Cool addition for a clean up crew if they do just as good of a job as the regular oto's.


----------



## geckogirly (Dec 21, 2007)

Those are very cool. I wonder if they will be available locally any time soon?

-Andrea


----------



## DirtyBlackSocks (Jan 23, 2008)

geckogirly said:


> Those are very cool. I wonder if they will be available locally any time soon?
> 
> -Andrea


I did some reading on them and they've been around as an undefined species since the 90's. Were defined in 2003. Have been popular since about 2000.

As most of us know oto's have a bad habbit of dying for no apparent reason like flies, so I think that's why they may be a bit more rare.


----------



## Tex Gal (Nov 1, 2007)

DirtyBlackSocks said:


> As most of us know oto's have a bad habbit of dying for no apparent reason like flies, so I think that's why they may be a bit more rare.


Tell me about it!! I just lost 3 for no reason.  Everyone else is fine.


----------



## Diana K (Dec 20, 2007)

They were $10 several years ago, and the more common Otos were $1.50 to $3.00 depending on where you went. 
I am almost positive my Zebra Oto ate black brush algae. He was the ONLY added fish in a tank, and within a week the BBA started to disappear. (Other fish were Rams and Harlequin Rasboras- I KNOW they don't eat BBA)

Beautiful fish, but one of the best established LFS around here will not order them because of losses. He has tried them a few times over the years they have been available, and has scored 100%.... loss. 

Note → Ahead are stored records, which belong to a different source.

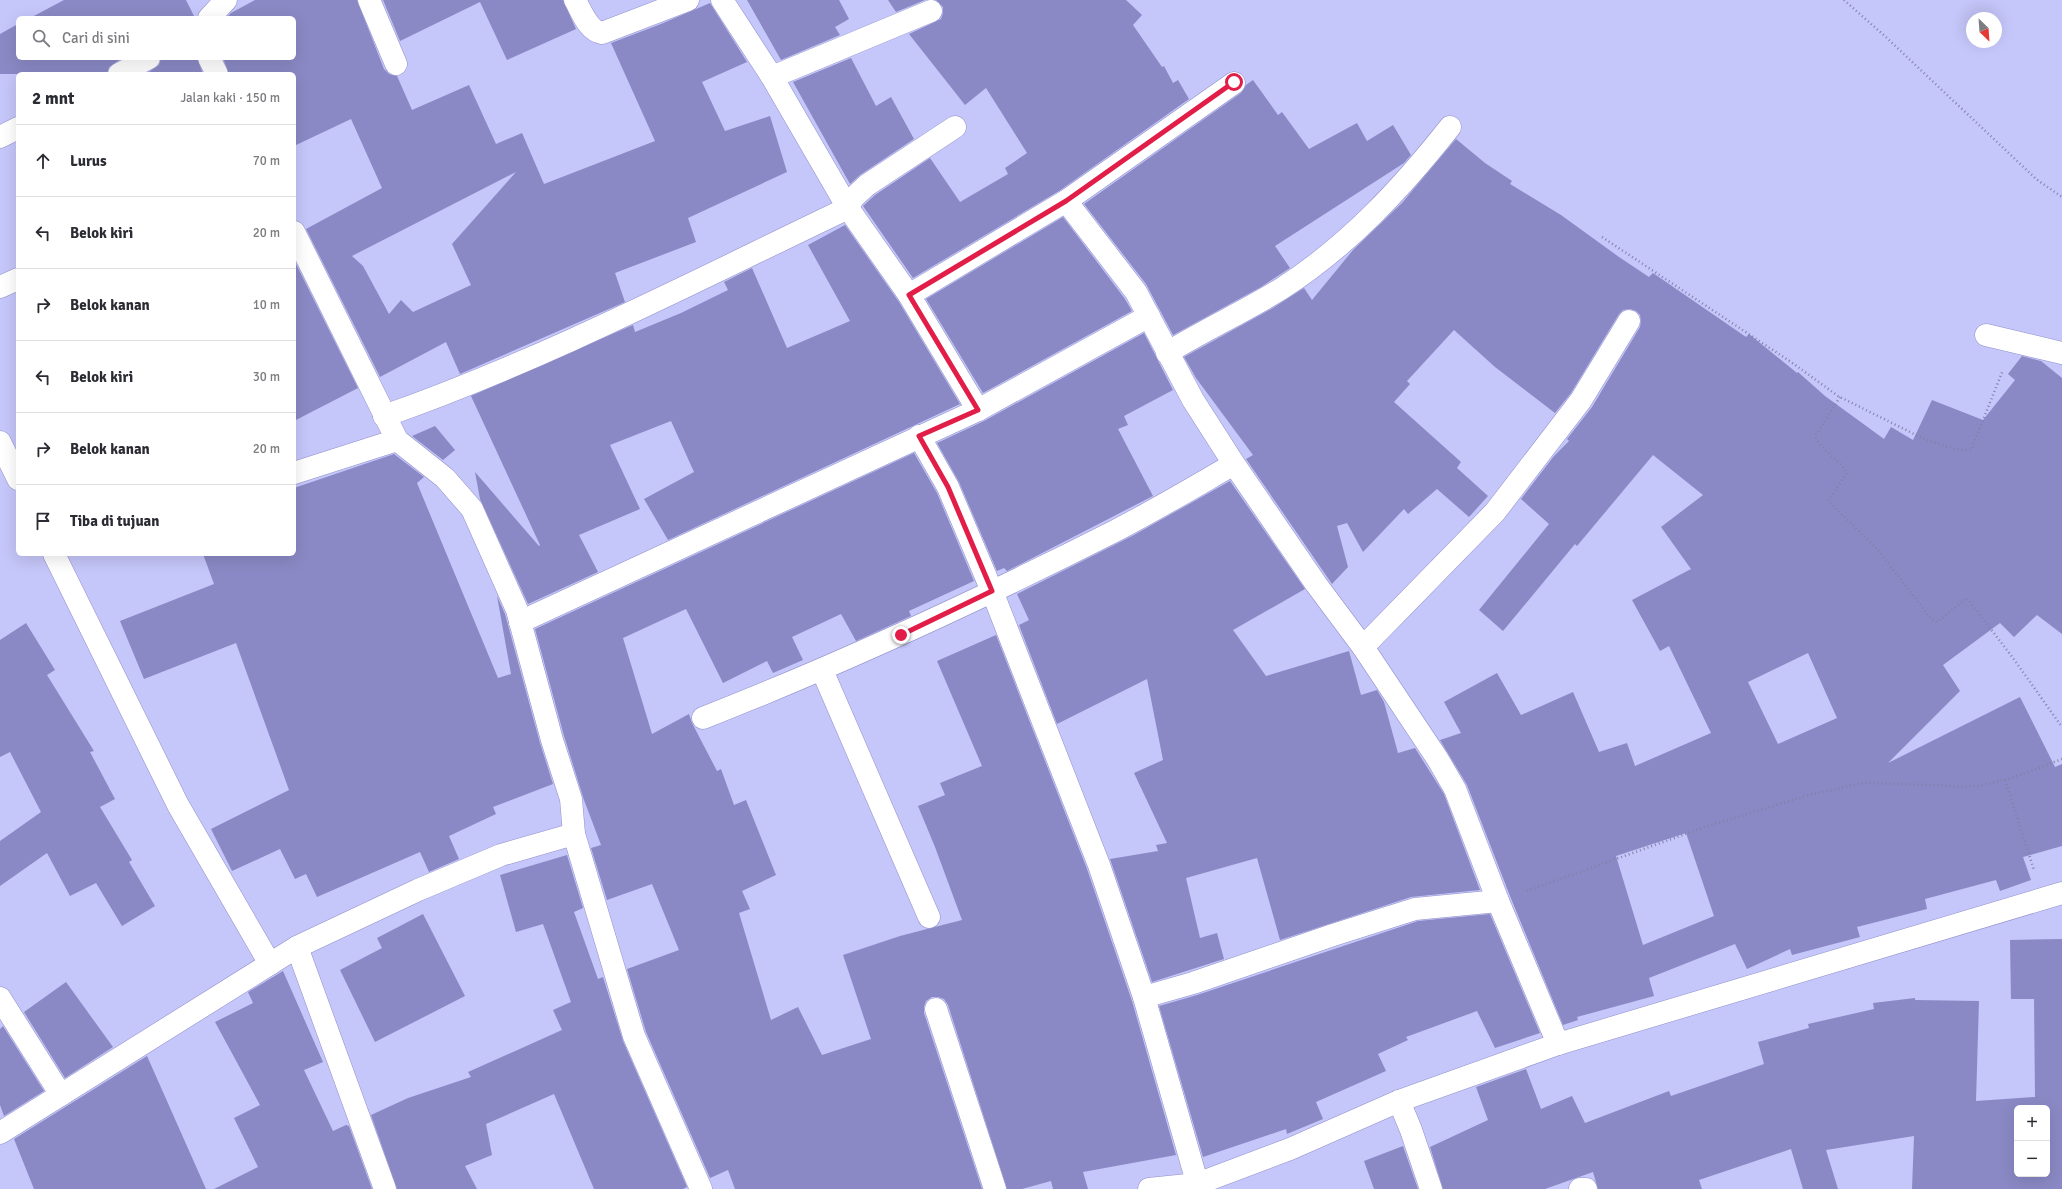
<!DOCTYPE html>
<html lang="id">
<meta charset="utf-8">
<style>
:root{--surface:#fff;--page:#f2f2f3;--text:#2b2b33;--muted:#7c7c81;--line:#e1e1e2}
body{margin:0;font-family:Signika,sans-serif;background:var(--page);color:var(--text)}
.controls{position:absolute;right:12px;bottom:12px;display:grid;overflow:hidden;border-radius:6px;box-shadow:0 4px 16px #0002}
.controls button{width:36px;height:36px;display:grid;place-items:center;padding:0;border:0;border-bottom:1px solid var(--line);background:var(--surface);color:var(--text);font:20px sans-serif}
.compass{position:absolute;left:1966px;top:12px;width:36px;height:36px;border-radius:50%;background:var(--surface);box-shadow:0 4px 16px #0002;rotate:155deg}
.stop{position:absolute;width:12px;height:12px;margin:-9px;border:3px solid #e11d48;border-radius:50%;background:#fff}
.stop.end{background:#e11d48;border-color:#fff;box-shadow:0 1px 4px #0008}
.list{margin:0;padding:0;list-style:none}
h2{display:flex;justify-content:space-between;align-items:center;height:52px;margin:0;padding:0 16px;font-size:17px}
h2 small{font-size:13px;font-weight:400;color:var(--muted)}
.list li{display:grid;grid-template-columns:26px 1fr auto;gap:12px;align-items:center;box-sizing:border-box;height:72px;padding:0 16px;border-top:1px solid var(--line)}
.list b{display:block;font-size:15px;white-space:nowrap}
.list em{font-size:13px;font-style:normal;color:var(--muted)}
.icon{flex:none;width:22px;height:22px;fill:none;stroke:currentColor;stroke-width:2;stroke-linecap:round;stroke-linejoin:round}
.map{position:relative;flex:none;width:2062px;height:1189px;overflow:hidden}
.search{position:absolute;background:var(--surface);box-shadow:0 4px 16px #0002;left:16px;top:16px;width:280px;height:44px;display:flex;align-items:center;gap:10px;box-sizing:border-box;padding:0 14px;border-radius:6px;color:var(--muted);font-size:15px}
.panel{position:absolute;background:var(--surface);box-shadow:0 4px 16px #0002;left:16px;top:72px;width:280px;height:484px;border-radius:6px}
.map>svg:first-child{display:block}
.building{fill:#8a89c5;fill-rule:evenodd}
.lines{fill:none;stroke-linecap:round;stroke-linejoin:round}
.minor-casing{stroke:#9190cd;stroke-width:23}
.path{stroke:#8181a9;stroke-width:2.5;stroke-dasharray:1 3;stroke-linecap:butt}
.minor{stroke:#fff;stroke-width:22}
.route{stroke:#e11d48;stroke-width:5}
</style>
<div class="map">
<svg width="2062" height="1189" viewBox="0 0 2062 1189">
<rect width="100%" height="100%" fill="#c5c6f9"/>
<!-- building -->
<g class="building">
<polygon points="64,0 186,0 195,18 30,18"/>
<path d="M 255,0 L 357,0 L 384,69 L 389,74 L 397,76 L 412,110 L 469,85 L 496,144 L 522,133 L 544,184 L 655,141 L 611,43 L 661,24 L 710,3 L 747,62 L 702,82 L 725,131 L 770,116 L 787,172 L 688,218 L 696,242 L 615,273 L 625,302 L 460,374 L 446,342 L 380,377 L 306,229 L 382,188 L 351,119 L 294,146 L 294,74 L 229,74 L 223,58 L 294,58 L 294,18 L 226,18 L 231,13 ZM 516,172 L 452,244 L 471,285 L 413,312 L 401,300 L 389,314 L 363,266 L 352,256 Z"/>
<polygon points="383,0 563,0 576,29 507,60 480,2 400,41"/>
<polygon points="747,0 839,0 849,19 835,27 840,35 781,60"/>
<polygon points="888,0 925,0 896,12"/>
<polygon points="936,0 1126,0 1142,15 1133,25 1162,67 1164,66 1173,83 1178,80 1189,99 1059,191 913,278 863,206 875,195 930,158 960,202 1008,174 1005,168 1027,153 986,88 965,105 909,34 941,19 943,13 943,7"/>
<polygon points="18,24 18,58 122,58 109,67 107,74 0,74 0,34"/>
<polygon points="161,58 197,58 203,74 146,74 159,65"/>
<polygon points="851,58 876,106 891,97 914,139 860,175 850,184 793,82"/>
<polygon points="1253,80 1278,115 1282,112 1309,149 1357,123 1367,141 1393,125 1411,155 1404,163 1275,246 1290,268 1261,287 1173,335 1146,284 1084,204 1241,93 1246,85"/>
<path d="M 1456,139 L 1485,163 L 1512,181 L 1510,184 L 1561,215 L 1619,257 L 1649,277 L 1653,273 L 1746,337 L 1749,334 L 1797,373 L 1798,372 L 1825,396 L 1884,439 L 1891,427 L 1913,440 L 1932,400 L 1983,420 L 2015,380 L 2008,374 L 2022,356 L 2041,361 L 2062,378 L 2062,634 L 2037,615 L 2014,637 L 2000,623 L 1943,665 L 1960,691 L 1888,763 L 2020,697 L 2055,767 L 2062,764 L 2062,846 L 2023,857 L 2031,880 L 2000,891 L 1996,880 L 1925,899 L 1927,909 L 1857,927 L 1860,937 L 1792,955 L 1790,949 L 1747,969 L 1735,944 L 1649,978 L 1654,996 L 1577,1017 L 1578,1020 L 1563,1025 L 1510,896 L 1467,785 L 1440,740 L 1461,733 L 1444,702 L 1497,673 L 1521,715 L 1573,692 L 1599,752 L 1627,743 L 1635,766 L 1711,733 L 1669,646 L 1660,651 L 1632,600 L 1691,569 L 1661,527 L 1703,495 L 1653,455 L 1577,546 L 1575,544 L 1503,631 L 1479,610 L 1549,524 L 1521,499 L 1554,456 L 1569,441 L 1567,439 L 1592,407 L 1640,327 L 1641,321 L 1640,315 L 1636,311 L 1630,309 L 1623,310 L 1619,314 L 1571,393 L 1555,413 L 1495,367 L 1454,330 L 1407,381 L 1410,384 L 1394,402 L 1461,462 L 1457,468 L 1488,496 L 1469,517 L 1437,489 L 1408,514 L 1404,509 L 1363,552 L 1347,523 L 1337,526 L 1348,567 L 1332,584 L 1246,459 L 1253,455 L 1196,378 L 1184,357 L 1273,308 L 1304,288 L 1312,300 L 1353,250 L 1402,203 ZM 1808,653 L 1837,718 L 1778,744 L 1748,682 ZM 1686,833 L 1714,916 L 1643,945 L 1616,856 Z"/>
<polygon points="1063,217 1125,299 1132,311 983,393 926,299"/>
<polygon points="845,225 899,302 960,404 668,540 644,499 694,472 671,421 610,445 640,509 579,535 598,572 528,604 480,499 475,472 539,546 540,545 471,396 633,325 635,332 681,313 728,290 724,282 752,268 787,348 850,321 808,245"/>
<polygon points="294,260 358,388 294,421"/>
<polygon points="1144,333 1173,390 1124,416 1128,425 1118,429 1153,496 1007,571 1004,568 997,571 959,482 937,443 984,421"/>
<polygon points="435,426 455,450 443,460 412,436"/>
<polygon points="914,453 937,493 974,581 909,611 911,616 856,641 841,614 792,637 803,660 773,673 767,661 723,683 686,609 623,638 652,734 689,714 692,723 717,771 721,769 734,805 746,800 776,875 742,891 750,909 739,913 771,1020 798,1007 822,1055 871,1039 843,955 900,936 962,920 935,847 918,806 945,795 940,783 982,766 937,661 996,635 1087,869 1132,1001 1176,1155 1083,1172 1088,1189 1053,1189 1051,1181 1022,1189 1007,1189 948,1005 944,999 938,997 932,997 926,1001 924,1007 924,1013 982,1189 735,1189 728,1170 710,1178 646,1032 627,969 679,950 652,884 607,900 591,848 601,845 584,800 564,736 535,629"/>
<polygon points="394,454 424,477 417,483 498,678 511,674 497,596 505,614 540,743 553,784 493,807 496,814 449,836 459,859 429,872 420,852 317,897 306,874 295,879 280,849 232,871 211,829 289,790 236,643 144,679 120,621 214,584 203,554 294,554 294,488"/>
<polygon points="1230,481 1305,589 1233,630 1266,676 1349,651 1361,695 1377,690 1384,702 1398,753 1415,748 1444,794 1480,890 1411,897 1280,940 1257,858 1186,878 1200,938 1217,933 1224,959 1152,982 1110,859 1158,851 1156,845 1167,843 1134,773 1163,760 1147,679 1057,724 1019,625 1029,620 1017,594 1134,535"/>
<polygon points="26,623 55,670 47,675 94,751 90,752 115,799 100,807 132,860 129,862 155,906 122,926 96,883 70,896 47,853 0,886 0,841 41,812 10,752 0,757 0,640"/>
<polygon points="567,855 583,908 574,912 598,979 603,977 623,1041 687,1187 683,1189 594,1189 554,1094 486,1124 492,1155 465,1166 477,1189 397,1189 371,1115 408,1098 471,1077 468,1072 562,1030 553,1010 571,1002 543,924 516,932 500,875"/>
<polygon points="423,914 465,996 375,1042 340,970 382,948 377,938"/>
<polygon points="1490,914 1540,1033 1495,1048 1477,1011 1406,1037 1408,1040 1378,1054 1386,1071 1316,1102 1323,1119 1287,1134 1286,1129 1203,1157 1159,1006 1197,995 1418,921"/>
<path d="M 2062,939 L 2062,1189 L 1912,1189 L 1914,1136 L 1826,1150 L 1838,1189 L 1803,1189 L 1791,1149 L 1699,1180 L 1702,1189 L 1598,1189 L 1593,1172 L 1545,1189 L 1443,1189 L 1430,1147 L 1488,1120 L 1476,1087 L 1526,1069 L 1541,1109 L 1572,1096 L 1585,1123 L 1669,1091 L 1671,1096 L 1764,1064 L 1758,1042 L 1809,1028 L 1808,1024 L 1874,1009 L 1873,1003 L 1915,998 L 1915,1000 L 1979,1001 L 1976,1101 L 2035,1097 L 2034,999 L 2011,999 L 2010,940 ZM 2017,1108 L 2047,1108 L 2047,1174 L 2017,1174 Z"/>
<polygon points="283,971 323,1062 304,1070 333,1131 346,1125 349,1126 372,1189 214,1189 258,1167 234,1118 260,1105 215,1022 253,1003 248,992"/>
<polygon points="66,982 113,1047 65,1078 24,1012"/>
<polygon points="3,1026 44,1091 4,1116 0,1105 0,1029"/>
<polygon points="147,1056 206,1189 34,1189 14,1139"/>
<polygon points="1403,1146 1418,1189 1374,1189 1364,1161"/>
</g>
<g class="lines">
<defs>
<g id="minor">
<polyline points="369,0 396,64"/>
<path d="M 575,0 C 582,12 588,31 602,33 L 688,0"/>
<polyline points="209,18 226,0"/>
<polyline points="209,58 217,74"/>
<polyline points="119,74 149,58"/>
<polyline points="772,77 931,11"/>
<polyline points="955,127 867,185 853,198 848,208 909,295 1066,201 1234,83"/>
<polyline points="0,137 18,128"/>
<polyline points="1066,201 1136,292 1193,400 1234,464 1316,584 1363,647 1437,758 1455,789 1498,901 1558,1044"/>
<polyline points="294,232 397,440 445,478 472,509 517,610 552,740 571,799 574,834 634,1036 701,1189"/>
<polyline points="0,287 18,279"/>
<polyline points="909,295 978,410"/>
<polyline points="1986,335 2062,353"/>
<path d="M 1167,353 C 1204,330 1244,312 1281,289 C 1348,246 1401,189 1450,127"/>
<path d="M 384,416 C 544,360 695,281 848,208 L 772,77 L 722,0"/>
<polyline points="919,436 948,487 992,591 1099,865 1144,997 1199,1189"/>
<polyline points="0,442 18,479"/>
<polyline points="294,473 397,440"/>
<polyline points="54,554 178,805 270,964"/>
<polyline points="520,622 978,410 1149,316"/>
<polyline points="1363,647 1495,512 1581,400 1629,321"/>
<polyline points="822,670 929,917"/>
<path d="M 703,718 C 843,663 979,600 1113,532 C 1154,511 1194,487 1234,464"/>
<polyline points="297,947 385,1189"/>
<polyline points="1144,997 1193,983 1333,935 1415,909 1498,901"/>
<polyline points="0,998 61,1095"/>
<polyline points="936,1009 995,1189"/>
<polyline points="1399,1101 1411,1130 1431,1189"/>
<polyline points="0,1133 297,947 418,890 501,855 574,834"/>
<polyline points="1149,1189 1197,1184 1290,1149 1399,1101 1558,1044 2062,893"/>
<polyline points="1580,1189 1586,1189"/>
</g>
</defs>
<!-- minor casing -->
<use href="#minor" class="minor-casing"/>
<!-- path -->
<g class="path">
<polyline points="1844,0 1887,38 2036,179 2062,197"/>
<polyline points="1602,237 1794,364 1838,396 1924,439 1955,449 1971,450 2003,370"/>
<path d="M 1840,397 L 1815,436 C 1822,451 1839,459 1847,473 L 1828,501 L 1878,550 L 1932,620 L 1937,622 L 1967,598 L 2013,658 L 2062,727"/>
<polyline points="2005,780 2034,870"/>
<polyline points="1527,891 1705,827 1809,795 1863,783 1936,785 1962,787 1978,786 2012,778 2062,759"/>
</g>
<!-- minor -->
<use href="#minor" class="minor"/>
</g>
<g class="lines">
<!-- route -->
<polyline class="route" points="901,635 992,591 948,487 919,436 978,410 909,295 1066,201 1234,82"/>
</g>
</svg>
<div class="controls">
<button>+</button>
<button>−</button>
</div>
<svg class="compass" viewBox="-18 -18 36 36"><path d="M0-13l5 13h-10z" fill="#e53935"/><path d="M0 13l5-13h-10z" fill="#7c7c81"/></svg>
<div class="stop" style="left:1234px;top:82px"></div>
<div class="stop end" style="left:901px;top:635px"></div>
<div class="search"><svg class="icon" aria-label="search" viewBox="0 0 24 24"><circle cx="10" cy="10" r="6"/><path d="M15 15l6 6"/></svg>Cari di sini</div>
<section class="panel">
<h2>2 mnt<small>Jalan kaki · 150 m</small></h2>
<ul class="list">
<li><svg class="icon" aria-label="ahead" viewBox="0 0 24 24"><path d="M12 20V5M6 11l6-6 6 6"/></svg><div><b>Lurus</b></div><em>70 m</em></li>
<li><svg class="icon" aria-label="left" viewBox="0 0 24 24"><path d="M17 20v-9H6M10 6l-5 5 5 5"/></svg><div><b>Belok kiri</b></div><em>20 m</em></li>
<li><svg class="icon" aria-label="right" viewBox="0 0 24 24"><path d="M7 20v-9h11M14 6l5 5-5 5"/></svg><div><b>Belok kanan</b></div><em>10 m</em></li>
<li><svg class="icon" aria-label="left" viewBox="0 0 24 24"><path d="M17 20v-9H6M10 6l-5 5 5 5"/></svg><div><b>Belok kiri</b></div><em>30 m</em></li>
<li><svg class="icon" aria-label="right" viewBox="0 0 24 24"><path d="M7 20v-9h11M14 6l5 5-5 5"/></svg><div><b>Belok kanan</b></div><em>20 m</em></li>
<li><svg class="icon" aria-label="arrive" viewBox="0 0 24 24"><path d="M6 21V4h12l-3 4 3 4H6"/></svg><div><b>Tiba di tujuan</b></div></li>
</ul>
</section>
</div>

Mine lived for a couple of months. If I knew the secret to keeping them alive I would easily pay three times as much as a regular Oto, the Zebras are very pretty.


----------



## cleek (Jan 24, 2008)

dam they r pretty


----------



## Questin (Sep 30, 2007)

I would love to get a handful of those. Group Buy!


----------



## Jeff.:P:. (Nov 20, 2007)

i want one too..


----------



## valaser (Sep 21, 2006)

I had never seen or heard of these before yesterday. I went into a local store and they had about 10, hopefully they'll continue to carry them as I'd love to have some when I get my new tank set up. If anyone looking for these happens to be in Western MI, they were at VIPets on Plainfield in Grand Rapids.


----------



## spypet (Jul 27, 2007)

the reason you don't see them resold is they have a high mortality rate during shipment.
so they are expensive not because of rarity, but losses. so if you get these shipped to
you, make sure to order double the quantity you intend to keep. FranksAquarium told
me he loses 66% of his shipment on this fish, so he does not want to stock it anymore.


----------



## It's Me (Jan 14, 2008)

I got three pygmy algae eaters today and almost bought some zebra ottos at my LFS. They were $11 dollars each and their full size is 2 inches.


----------



## It's Me (Jan 14, 2008)

do you think you could mix zebra ottos with SAE's?


----------



## Zapins (Jul 28, 2004)

Hmm, interesting. I've never seen these before either.


----------



## It's Me (Jan 14, 2008)

You guys sparked my interest. After doing some research I got one. They do group with other ottos although they are slightly bigger. He is an active feeder one of my favorite fish right now.


----------



## lauraleellbp (Jan 31, 2008)

Are you sure that's a zebra? There are at least 3 species, check out PlanetCatfish...


----------



## It's Me (Jan 14, 2008)

I looked at the pictures on the site the 4th picture and the 2nd to last picture look like mine. My LFS is pretty good about labeling their fish. However I could be wrong.


----------



## lauraleellbp (Jan 31, 2008)

I'm also wondering about _otocinclus macrospilus_ but I can't find it on PC? Oh well- it's lovely no matter what!


----------



## It's Me (Jan 14, 2008)

They look similar to the zebra ottos but the ones I can see have almost a solid line going their body length with a dot on their tail.


----------